If "A" then "B", and "A". Therefore "B". And, if not "A" then not "B". Not "B". Therefore, not "A". Those are two rules of logic known as Modus Ponens and Modus Tollens respectively. What they mean is that if you know that two things always go together, if one of them occurs then both of them will. Conversely, if you know that one of them definitely will not occur, then the other definitely won't either. That basic logic is relevant today, in the period just prior to the assumption of complete control of our government by the Republican Party, because there are some things that are as they are by necessity because of other things that they have insisted on and the lack of some things that they have prevented. The Affordable Care Act...Obamacare...is a perfect example.
Obamacare was a web of supplemental provisions that all worked together, albeit imperfectly, because all of them existed. When you remove one of them, Modus Tollens begins to have an effect. For example, the consensus view is that the success of the program depends on near universal coverage. But some people still can't afford health insurance, so they don't sign up with any company. And then there are the young and healthy who think nothing can happen to them. They don't sign up either, but in the final analysis, the entire ensured population is a single symbiotic organism. Each of us depends on the others' premium contributions just as all the others depend on each of ours. So, there have to be inducements to participate, such as subsidies for the poor and avoidance of a tax for those who opt not to participate for their own reasons, be they affordability or just perceived lack of need. If you take away those inducements, other provisions, and in fact the whole program, begin to fail. The Affordable Care Act is a living tissue that, when wounded, shrivels and dies. So, now comes Donald Trump and the conservative Republican Party. They don't like this and they don't like that. They don't like government control of anything, which they characterize the ACA as being. And if you're Donald Trump, you don't even need a reason to call it "a disaster," which is Trump's way of saying, "I don't like it so it has to go." Thus, they have set out to...and Trump has promised that they would...repeal Obamacare, and as an afterthought, replace it. But lately Trump says that some parts of the program have to stay: the bar to denial of coverage because of prior conditions and the maintenance of insureds' children until they reach 26. But those things have to be paid for, and that is why the ACA included several taxes and fee adjustments paid to insurance companies and hospitals. They fund the program, and without them, taxes have to go up...either taxes or the national debt and the yearly budget deficit. So, what's a body...a conservative body...to do. Damned if they know. What they do know is that they don't want a program created by any damned Democrat, so it has to go. Here's the rub...or several of them.

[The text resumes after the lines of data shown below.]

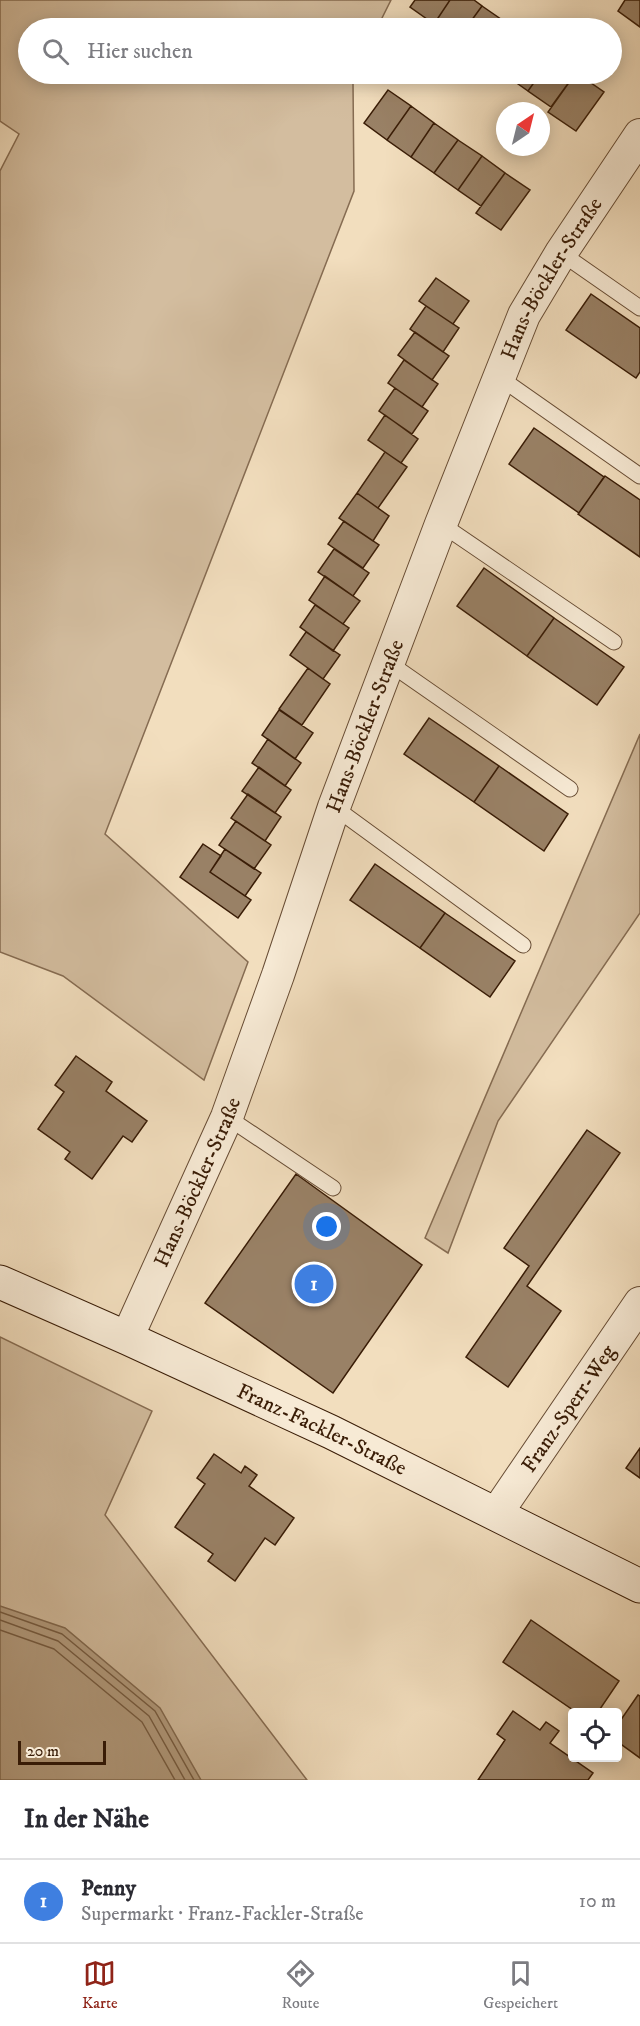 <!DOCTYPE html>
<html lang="de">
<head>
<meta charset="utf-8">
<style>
  body { margin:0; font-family:"IM FELL DW Pica",serif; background:#f2f2f3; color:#2b2b33 }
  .controls { position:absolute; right:18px; bottom:18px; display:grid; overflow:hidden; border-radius:6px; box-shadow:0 3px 15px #0003 }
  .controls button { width:54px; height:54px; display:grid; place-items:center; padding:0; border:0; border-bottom:2px solid #e1e1e2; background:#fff; color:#2b2b33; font:30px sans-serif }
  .compass { position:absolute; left:496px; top:102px; width:54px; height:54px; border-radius:50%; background:#fff; box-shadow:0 3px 15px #0003; rotate:35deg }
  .scale { position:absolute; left:18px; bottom:15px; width:88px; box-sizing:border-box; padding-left:6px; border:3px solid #391c06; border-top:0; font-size:16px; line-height:21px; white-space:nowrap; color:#391c06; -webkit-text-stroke:4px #f7ead5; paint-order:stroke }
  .you { position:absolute; left:327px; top:1227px; width:21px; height:21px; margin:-15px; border:4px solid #fff; border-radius:50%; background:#1a73e8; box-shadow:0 0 0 9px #1a73e833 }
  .badge { display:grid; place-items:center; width:39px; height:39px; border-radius:50%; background:#8f2418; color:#fff; font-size:20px; font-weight:700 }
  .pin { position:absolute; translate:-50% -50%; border:3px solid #fff; box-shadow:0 2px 6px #0006 }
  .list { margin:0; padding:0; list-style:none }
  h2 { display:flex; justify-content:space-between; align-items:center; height:78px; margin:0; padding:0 24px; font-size:26px }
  h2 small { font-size:20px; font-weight:400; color:#7c7c81 }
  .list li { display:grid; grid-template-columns:39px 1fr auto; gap:18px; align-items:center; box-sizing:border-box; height:84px; padding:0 24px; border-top:2px solid #e1e1e2 }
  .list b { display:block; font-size:22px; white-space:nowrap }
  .list p { margin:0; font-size:20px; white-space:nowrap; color:#7c7c81 }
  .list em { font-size:20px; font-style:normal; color:#7c7c81 }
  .icon { flex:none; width:33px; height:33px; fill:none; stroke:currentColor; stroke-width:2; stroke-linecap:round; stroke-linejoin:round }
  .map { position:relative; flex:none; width:640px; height:1780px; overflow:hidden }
  .search { position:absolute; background:#fff; box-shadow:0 3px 15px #0003; left:18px; right:18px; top:18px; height:66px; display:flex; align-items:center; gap:15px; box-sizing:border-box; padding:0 21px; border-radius:33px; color:#7c7c81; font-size:22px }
  .sheet { height:162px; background:#fff }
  nav { display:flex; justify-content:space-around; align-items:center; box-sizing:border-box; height:84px; border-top:2px solid #e1e1e2; background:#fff; font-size:16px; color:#7c7c81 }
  nav a { display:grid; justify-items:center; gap:3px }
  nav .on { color:#8f2418 }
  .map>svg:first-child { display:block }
  .green { fill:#d3bd9f; stroke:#866c52; stroke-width:1.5 }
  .water { fill:#b39c7f; stroke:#82694f; stroke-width:1.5 }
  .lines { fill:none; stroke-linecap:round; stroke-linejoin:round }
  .shore { stroke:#765c42; stroke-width:1.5 }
  .building { fill:#998166; stroke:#391c06; stroke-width:1.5 }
  .lane-casing { stroke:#674c34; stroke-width:17 }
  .street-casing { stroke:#674c34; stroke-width:34 }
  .secondary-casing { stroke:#391c06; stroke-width:35 }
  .lane { stroke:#f7ead5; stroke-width:15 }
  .street { stroke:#f7ead5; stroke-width:32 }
  .secondary { stroke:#f7ead5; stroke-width:33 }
  .labels { text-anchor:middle; stroke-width:4.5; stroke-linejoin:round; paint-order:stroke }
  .street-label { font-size:21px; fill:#391c06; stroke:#f7ead5 }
</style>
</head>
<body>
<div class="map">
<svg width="640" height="1780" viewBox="0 0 640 1780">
  <rect width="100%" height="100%" fill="#f2debe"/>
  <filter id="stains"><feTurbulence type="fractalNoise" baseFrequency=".00333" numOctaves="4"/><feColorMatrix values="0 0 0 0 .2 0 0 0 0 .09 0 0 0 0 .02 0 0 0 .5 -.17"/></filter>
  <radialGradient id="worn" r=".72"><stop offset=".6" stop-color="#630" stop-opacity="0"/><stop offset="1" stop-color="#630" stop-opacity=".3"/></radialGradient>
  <path class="green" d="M0 0H391L377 28H28V74H357L353 82 354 191 105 834 248 962 204 1080 63 976 0 952V171L19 134 0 121Z
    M640 734V913L498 1121 448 1253 425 1238Z
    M0 1337 152 1411 105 1515 307 1780H0Z"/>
  <path class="water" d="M0 1606 65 1628 160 1708 201 1780H0Z"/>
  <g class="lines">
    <path class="shore" d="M0 1612 62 1634 155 1711 194 1780
      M0 1620 58 1641 149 1716 185 1780
      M0 1630 54 1649 142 1722 175 1780"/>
  </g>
  <path class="building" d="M415 0H450L434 24 410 7Z
    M450 0H474L482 6 466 28H440L434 24Z
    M625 0H640V27L618 11Z
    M482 6 505 22 501 28H466Z
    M504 74H540L528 91Z
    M540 74H575L551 107 528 91Z
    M575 74H578L604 92 576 131 548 112Z
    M388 90 411 106 387 140 364 123Z
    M411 106 434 123 411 157 387 140Z
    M434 123 458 140 434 173 411 157Z
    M458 140 482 156 458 190 434 173Z
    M482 156 505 173 481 206 458 190Z
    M505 173 530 190 501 230 476 213Z
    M436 278 469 301 453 324 419 301Z
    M591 294 640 328V372L636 378 566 330Z
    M426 306 459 328 443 352 410 329Z
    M415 332 449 356 432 380 398 355Z
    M404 360 438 384 422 407 388 383Z
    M395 388 428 411 412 434 379 411Z
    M385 415 418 439 401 463 368 440Z
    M534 428 604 477 579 513 509 464Z
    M385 452 407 467 378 508 357 493Z
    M605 476 640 500V557L578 514Z
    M357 493 389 516 373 541 339 518Z
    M344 521 379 545 363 568 328 544Z
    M334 549 369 573 353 596 318 572Z
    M484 568 554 618 527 656 457 606Z
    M325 576 360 601 343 624 309 600Z
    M315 605 349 628 333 651 300 627Z
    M554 618 624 667 597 705 527 656Z
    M306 632 340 655 323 679 290 655Z
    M308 668 330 684 302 725 279 709Z
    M279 710 313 733 295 759 262 735Z
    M429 718 499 766 474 802 404 754Z
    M268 739 301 763 285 786 252 763Z
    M499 766 568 814 544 851 474 802Z
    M259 767 291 790 275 813 242 791Z
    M248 794 281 817 265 841 231 818Z
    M236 821 271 845 254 869 219 845Z
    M203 844 221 856 210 872 251 900 238 918 180 877Z
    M225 849 261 873 245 896 210 872Z
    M375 864 445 913 420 948 350 900Z
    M445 913 515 961 490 997 420 948Z
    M76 1056 112 1082 106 1091 147 1121 132 1142 123 1136 92 1179 65 1159 70 1152 38 1129 64 1092 55 1085Z
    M587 1130 620 1153 527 1286 561 1311 508 1387 466 1357 529 1266 504 1248Z
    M296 1174 422 1265 333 1393 205 1303Z
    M640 1448V1478L626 1468Z
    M214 1454 241 1473 245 1466 257 1475 249 1486 294 1518 275 1545 265 1538 235 1581 208 1561 213 1554 175 1527 205 1484 197 1478Z
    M531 1620 619 1681 598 1712H576L503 1662Z
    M638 1695 640 1696V1758L618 1742V1724Z
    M513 1711 540 1730 546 1722 559 1731 550 1743 593 1773 588 1780H478L505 1740 497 1734Z"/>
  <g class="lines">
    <defs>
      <path id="lane" d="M561 253 640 308
        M499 377 640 476
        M441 524 614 642
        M389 663 570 789
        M334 807 523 945
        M227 1117 333 1188"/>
      <g id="street">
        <path id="s1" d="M127 1338 227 1117 278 975 334 807 441 524 524 315 561 253 640 135"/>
        <path id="s2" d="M496 1514 640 1303"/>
      </g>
      <g id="secondary">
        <path id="s3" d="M0 1282 127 1338 331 1432 640 1586"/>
      </g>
    </defs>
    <use href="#lane" class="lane-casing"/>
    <use href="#street" class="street-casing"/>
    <use href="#secondary" class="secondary-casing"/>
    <use href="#lane" class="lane"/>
    <use href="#street" class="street"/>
    <use href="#secondary" class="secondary"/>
  </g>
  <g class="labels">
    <g class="street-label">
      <text dy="7" stroke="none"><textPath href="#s1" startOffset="1143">Hans-Böckler-Straße</textPath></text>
      <text dy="7" stroke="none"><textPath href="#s1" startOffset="657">Hans-Böckler-Straße</textPath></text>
      <text dy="7" stroke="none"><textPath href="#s1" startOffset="171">Hans-Böckler-Straße</textPath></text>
      <text dy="7" stroke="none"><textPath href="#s2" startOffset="128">Franz-Sperr-Weg</textPath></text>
      <text dy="7" stroke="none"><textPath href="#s3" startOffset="354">Franz-Fackler-Straße</textPath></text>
    </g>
  </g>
  <rect width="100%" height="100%" filter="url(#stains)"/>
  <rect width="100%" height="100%" fill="url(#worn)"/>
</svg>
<div class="controls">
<button><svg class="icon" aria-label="locate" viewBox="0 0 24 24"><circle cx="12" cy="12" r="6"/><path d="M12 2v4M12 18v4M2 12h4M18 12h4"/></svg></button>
</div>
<svg class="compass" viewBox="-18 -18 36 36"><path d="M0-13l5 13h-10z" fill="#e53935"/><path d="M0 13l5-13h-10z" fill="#7c7c81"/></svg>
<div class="scale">20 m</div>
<div class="you"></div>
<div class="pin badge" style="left:314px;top:1284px;background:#3f7fe0">1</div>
<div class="search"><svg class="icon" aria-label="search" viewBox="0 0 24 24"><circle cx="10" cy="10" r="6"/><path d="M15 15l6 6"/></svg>Hier suchen</div>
</div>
<section class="sheet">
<h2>In der Nähe<small></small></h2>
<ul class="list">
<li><span class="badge" style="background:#3f7fe0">1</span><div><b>Penny</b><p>Supermarkt · Franz-Fackler-Straße</p></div><em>10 m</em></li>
</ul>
</section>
<nav>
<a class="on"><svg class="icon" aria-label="map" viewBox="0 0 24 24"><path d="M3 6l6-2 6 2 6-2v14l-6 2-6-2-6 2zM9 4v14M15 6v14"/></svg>Karte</a>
<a><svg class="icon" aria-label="directions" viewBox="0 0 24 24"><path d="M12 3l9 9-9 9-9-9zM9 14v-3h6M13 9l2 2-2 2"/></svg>Route</a>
<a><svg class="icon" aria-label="saved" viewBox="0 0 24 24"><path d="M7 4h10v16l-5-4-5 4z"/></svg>Gespeichert</a>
</nav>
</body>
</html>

First, there are 20 million people on insurance they got through the ACA. You can't just cast them out into the cold. Second, if you keep the provisions that everyone likes--and there are more than just the two I mentioned, but few people talk about them--how do you pay for them, especially when you have promised to cut taxes too. Then, what about the people who are benefiting from expanded Medicaid. There are millions of them too, and that was part of the ACA too. Trump's suggestion that you substitute HSA's or Health Savings Accounts makes no sense in light of the problem that the ACA addresses. It's like the old joke: "If I could walk that way, I wouldn't need the talcum powder." People who can't afford health insurance can't put money away to pay for health care either. They will need subsidies, so what's the advantage over Obamacare. And the fact of all these problems, which militate against the creation of other problems, is what has kept the Republicans from coming up with an alternative to the ACA thus far, so again, what's a conservative body to do.

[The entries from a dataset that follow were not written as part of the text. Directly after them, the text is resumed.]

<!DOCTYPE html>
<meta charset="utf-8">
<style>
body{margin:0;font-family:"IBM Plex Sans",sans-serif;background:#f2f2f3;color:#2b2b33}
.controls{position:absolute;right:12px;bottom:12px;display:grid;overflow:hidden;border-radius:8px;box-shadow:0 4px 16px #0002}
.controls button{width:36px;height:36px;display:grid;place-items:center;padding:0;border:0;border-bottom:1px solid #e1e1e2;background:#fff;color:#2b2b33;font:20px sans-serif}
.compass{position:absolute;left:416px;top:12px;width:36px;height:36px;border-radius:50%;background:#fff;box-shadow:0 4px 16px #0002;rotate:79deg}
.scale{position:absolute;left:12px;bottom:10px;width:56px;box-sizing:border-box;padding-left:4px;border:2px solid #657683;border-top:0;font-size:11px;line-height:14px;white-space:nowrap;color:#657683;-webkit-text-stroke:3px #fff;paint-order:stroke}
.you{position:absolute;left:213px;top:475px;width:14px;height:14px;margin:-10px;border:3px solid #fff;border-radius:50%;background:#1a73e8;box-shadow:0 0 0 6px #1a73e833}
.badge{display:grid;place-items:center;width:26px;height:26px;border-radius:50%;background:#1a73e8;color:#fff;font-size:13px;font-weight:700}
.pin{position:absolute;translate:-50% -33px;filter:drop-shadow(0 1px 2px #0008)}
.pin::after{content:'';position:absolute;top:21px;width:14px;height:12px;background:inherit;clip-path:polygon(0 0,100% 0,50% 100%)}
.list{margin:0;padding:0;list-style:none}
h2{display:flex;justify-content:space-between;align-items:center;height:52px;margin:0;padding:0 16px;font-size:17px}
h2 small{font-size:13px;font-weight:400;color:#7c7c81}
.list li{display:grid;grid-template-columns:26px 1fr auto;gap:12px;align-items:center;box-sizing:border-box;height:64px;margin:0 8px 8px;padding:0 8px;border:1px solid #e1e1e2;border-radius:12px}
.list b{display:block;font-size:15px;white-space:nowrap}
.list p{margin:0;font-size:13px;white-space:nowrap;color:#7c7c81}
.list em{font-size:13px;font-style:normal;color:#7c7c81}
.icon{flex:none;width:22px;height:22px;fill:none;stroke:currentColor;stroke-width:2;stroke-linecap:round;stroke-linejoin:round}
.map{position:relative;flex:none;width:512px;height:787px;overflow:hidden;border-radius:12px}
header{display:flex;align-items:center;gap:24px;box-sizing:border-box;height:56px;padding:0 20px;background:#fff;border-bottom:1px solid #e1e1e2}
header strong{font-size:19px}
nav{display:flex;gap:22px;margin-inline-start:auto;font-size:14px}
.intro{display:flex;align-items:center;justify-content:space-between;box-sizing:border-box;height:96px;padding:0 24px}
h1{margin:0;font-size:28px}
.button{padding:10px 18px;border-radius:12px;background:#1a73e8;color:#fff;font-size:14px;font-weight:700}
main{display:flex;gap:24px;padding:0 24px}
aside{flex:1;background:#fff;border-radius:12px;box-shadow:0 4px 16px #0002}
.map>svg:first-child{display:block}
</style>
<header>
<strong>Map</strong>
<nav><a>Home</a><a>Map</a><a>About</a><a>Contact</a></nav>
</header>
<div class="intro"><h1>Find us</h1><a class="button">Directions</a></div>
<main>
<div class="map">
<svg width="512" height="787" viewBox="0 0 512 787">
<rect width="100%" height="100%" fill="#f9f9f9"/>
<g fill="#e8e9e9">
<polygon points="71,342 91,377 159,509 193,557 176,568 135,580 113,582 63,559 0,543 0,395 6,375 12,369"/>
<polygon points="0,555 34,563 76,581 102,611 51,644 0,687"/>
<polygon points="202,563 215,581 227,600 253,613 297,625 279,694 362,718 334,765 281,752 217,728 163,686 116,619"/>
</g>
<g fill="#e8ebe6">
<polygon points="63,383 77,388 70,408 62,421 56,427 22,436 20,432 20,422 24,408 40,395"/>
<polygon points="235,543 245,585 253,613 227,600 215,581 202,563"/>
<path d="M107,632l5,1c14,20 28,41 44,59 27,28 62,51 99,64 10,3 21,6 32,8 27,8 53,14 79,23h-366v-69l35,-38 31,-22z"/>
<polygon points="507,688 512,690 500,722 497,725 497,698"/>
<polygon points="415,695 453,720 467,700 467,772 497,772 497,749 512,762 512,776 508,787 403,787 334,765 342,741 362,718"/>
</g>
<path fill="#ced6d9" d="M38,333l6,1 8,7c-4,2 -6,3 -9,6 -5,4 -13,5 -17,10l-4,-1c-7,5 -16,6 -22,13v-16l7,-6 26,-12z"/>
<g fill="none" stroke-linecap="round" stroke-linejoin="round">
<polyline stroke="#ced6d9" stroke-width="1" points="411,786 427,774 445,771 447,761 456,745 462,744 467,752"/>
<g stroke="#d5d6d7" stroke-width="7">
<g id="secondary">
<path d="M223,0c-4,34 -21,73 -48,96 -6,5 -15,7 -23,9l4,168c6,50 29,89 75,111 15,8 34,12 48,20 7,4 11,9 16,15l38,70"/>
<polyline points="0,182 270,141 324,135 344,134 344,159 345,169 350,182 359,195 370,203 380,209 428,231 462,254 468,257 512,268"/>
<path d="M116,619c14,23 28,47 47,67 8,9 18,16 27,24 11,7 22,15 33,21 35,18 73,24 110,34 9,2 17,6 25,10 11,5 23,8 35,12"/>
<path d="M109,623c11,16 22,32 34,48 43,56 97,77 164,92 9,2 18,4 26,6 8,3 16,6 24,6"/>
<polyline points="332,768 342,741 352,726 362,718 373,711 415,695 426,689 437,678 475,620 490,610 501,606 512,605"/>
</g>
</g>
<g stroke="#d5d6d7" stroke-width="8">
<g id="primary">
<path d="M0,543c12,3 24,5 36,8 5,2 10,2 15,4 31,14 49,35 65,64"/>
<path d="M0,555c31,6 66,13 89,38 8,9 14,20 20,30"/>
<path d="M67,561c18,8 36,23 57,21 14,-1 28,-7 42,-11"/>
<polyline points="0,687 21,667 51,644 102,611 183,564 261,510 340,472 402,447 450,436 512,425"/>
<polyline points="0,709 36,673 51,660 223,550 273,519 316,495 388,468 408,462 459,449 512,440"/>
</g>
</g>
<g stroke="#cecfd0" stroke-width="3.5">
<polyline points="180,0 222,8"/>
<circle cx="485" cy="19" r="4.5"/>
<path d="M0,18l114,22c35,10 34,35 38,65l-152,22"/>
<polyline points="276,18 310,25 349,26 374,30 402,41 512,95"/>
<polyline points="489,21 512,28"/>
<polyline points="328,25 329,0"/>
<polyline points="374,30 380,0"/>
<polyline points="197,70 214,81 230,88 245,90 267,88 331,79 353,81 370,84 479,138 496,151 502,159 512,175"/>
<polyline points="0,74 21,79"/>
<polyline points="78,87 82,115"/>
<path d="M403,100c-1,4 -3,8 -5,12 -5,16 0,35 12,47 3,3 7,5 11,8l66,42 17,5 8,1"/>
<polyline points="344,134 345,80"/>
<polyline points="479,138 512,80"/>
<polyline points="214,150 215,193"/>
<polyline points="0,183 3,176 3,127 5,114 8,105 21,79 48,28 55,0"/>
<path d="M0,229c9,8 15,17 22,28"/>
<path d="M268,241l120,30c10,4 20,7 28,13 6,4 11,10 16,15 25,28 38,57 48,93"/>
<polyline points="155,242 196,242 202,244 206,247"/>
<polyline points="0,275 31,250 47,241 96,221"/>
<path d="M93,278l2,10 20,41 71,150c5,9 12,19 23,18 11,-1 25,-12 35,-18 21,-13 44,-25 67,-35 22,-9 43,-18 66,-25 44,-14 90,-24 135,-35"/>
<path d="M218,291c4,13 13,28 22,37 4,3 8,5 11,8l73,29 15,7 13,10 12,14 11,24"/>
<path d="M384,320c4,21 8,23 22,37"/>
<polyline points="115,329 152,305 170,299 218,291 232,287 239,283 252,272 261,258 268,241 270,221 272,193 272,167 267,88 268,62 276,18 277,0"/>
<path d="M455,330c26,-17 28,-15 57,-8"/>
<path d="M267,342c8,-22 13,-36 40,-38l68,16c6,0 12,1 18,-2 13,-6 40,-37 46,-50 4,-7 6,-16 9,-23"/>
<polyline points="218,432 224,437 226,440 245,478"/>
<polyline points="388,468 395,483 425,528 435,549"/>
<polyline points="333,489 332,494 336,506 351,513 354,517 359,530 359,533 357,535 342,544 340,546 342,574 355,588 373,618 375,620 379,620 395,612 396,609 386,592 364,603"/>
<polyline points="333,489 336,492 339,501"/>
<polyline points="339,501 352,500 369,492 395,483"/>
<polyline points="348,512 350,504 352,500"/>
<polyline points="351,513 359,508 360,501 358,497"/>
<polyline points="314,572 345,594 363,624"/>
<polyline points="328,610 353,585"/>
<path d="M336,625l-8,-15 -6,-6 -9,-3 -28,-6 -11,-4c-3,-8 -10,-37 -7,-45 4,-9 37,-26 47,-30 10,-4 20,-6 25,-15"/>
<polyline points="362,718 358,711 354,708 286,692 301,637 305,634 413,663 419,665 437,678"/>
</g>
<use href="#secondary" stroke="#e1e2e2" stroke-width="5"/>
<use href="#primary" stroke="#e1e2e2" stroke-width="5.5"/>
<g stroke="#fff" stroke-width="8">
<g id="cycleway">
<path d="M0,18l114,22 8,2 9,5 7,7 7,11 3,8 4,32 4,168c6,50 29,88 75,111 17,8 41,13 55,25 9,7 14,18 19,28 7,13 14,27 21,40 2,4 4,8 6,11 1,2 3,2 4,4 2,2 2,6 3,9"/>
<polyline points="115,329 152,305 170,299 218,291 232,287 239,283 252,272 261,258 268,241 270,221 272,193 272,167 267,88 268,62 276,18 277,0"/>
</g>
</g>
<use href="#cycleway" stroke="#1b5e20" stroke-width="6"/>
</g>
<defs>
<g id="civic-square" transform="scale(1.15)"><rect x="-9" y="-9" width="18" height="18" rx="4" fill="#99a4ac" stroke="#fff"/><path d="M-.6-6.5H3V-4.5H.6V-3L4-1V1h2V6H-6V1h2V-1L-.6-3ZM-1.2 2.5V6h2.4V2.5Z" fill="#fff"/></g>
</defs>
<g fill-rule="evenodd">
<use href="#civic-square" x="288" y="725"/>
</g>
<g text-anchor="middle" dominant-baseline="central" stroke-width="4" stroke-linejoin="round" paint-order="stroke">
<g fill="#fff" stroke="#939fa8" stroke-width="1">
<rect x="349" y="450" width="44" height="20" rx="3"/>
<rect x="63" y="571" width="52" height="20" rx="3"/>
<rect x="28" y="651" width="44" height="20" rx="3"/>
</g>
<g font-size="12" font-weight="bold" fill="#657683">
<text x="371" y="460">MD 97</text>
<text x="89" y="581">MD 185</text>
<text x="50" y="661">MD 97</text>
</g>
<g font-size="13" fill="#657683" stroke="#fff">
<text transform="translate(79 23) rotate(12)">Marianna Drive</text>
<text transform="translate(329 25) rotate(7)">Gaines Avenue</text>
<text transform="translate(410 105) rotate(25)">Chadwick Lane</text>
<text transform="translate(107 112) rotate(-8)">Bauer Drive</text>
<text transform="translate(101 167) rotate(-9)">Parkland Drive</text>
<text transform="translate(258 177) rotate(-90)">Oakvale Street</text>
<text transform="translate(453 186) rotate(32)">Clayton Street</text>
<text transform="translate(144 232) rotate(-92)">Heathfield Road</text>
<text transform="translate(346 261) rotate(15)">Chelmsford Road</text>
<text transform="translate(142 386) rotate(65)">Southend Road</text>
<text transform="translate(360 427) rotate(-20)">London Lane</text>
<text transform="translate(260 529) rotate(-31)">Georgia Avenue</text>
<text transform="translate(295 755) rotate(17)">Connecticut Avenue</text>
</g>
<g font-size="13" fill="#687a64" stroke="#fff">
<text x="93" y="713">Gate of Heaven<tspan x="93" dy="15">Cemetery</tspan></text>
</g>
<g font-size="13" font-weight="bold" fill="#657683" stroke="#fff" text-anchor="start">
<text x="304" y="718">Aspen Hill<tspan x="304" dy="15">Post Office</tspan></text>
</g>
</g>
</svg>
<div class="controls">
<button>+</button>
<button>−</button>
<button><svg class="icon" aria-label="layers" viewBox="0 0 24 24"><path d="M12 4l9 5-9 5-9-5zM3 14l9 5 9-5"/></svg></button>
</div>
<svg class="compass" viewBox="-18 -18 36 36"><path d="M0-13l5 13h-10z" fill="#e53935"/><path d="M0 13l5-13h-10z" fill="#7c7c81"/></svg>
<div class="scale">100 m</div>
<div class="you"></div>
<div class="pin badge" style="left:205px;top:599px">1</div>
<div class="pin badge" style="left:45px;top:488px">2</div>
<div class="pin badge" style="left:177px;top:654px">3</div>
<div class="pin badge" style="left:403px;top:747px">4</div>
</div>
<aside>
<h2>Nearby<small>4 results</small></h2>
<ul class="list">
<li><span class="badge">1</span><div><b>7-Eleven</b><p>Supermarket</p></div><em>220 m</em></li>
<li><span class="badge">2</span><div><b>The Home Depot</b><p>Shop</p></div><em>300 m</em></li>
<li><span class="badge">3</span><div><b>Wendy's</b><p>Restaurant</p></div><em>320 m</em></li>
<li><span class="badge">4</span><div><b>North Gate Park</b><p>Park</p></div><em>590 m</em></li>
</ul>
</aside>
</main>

Well, the answer is no longer the problem of us progressives. We wanted at least a "public option" in the ACA if not a single payer system for everyone, like Medicare. That's what all of the other thirty most industrialized, modern nations in the world have, that or an Obamacare type system, and there's a reason for that. It saves money in the long run and augments our economy. It doesn't diminish prosperity; it enhances prosperity...for everyone. So Paul Ryan, Mitch McConnell, Donald Trump, this is what I have to say to you. You weren't careful what you wished for...and now you've got it.